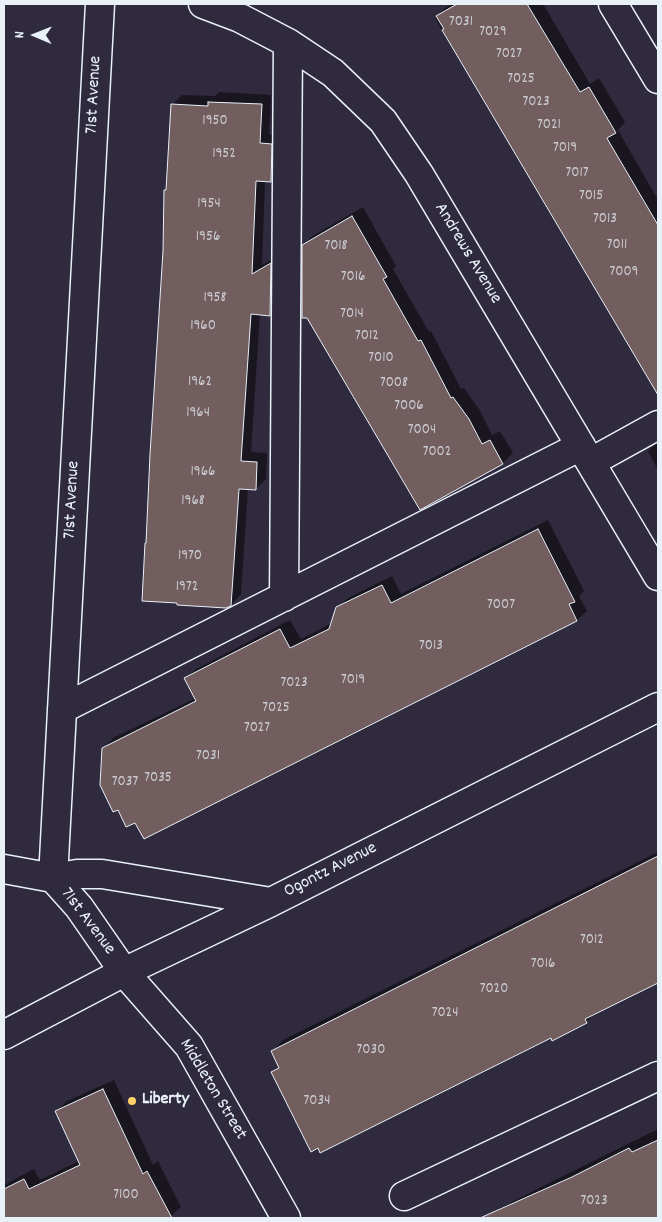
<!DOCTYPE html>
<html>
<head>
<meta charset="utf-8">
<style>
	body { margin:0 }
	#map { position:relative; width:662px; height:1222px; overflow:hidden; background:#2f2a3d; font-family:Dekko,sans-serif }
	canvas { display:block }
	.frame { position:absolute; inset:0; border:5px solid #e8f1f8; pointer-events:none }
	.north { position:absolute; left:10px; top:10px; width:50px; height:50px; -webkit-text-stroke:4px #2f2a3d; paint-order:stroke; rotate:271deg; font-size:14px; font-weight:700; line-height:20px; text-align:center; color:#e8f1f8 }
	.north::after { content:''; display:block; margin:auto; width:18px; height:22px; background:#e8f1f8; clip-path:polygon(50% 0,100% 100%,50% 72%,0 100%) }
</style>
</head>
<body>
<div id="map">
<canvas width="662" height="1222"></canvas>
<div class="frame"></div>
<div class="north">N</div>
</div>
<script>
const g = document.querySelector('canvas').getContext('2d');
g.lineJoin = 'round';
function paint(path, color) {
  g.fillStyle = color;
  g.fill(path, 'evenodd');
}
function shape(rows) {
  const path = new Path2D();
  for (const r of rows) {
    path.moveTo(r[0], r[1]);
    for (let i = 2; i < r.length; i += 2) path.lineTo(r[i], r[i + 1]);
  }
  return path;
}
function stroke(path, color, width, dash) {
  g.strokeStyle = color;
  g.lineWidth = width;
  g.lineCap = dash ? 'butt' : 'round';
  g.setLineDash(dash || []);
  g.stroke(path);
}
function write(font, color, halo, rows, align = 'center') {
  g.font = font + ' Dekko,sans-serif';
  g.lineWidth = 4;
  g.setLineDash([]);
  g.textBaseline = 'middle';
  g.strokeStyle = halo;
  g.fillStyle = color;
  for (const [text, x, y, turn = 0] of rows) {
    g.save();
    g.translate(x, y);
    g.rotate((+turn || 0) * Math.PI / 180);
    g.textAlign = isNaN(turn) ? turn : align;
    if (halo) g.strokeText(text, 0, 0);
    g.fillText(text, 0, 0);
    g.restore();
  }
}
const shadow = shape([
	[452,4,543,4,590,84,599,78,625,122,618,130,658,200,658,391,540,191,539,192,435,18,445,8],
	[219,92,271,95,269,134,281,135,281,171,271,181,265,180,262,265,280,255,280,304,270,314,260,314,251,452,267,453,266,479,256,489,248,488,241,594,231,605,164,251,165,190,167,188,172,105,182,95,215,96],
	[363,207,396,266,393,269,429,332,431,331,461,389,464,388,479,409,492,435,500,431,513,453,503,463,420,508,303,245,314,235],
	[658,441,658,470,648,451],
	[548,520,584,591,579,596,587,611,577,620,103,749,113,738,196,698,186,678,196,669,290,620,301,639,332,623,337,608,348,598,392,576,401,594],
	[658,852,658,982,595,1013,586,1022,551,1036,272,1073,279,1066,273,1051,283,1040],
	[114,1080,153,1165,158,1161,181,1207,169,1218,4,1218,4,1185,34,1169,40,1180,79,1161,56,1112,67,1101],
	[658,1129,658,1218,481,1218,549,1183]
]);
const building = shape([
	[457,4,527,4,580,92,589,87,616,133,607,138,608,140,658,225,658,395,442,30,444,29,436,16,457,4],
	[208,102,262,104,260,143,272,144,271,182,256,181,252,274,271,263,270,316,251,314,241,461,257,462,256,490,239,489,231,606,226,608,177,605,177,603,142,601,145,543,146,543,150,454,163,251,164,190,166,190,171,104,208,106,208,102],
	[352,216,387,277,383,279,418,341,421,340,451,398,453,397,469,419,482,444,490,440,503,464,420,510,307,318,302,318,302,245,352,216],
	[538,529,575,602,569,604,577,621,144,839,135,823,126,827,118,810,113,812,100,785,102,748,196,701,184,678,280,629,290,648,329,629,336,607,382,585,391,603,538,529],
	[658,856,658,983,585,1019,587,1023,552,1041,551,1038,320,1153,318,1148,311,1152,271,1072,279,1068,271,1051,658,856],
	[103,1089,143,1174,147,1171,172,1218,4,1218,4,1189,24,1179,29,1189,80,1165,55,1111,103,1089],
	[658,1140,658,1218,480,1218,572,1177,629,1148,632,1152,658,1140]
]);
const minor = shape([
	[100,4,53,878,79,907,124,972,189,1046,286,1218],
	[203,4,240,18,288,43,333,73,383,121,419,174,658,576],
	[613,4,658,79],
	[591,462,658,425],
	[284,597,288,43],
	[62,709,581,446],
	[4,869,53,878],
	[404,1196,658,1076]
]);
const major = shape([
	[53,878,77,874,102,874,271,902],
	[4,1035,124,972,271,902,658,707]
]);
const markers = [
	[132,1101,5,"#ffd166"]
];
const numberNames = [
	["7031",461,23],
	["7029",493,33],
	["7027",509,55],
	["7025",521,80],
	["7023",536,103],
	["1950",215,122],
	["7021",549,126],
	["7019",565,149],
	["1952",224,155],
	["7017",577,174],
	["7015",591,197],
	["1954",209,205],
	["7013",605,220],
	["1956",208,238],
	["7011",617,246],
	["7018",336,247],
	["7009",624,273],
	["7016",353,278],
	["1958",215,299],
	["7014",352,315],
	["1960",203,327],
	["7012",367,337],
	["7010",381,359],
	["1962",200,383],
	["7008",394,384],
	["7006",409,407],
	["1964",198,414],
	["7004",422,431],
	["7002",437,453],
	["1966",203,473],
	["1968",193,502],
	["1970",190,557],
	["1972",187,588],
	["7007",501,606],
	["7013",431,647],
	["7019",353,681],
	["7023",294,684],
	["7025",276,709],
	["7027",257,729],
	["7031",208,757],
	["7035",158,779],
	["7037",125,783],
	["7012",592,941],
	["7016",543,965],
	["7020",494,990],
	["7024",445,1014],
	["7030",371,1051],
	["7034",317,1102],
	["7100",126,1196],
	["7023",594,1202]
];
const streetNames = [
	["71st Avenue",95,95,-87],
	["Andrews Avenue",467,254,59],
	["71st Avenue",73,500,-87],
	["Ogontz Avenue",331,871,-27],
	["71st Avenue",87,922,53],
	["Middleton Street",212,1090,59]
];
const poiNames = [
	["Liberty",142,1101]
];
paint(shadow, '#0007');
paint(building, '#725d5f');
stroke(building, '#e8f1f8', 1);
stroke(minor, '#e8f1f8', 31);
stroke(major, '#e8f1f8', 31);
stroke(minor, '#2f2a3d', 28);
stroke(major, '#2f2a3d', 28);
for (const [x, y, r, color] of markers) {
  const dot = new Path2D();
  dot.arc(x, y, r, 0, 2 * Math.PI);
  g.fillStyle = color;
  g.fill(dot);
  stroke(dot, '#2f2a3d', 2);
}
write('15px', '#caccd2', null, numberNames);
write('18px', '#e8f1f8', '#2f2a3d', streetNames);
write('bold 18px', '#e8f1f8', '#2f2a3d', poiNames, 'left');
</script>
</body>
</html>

What you are asked to do :: Would you please return every line in the listing where "write" shows up?

Solution to this task ::
function write(font, color, halo, rows, align = 'center') {
write('15px', '#caccd2', null, numberNames);
write('18px', '#e8f1f8', '#2f2a3d', streetNames);
write('bold 18px', '#e8f1f8', '#2f2a3d', poiNames, 'left');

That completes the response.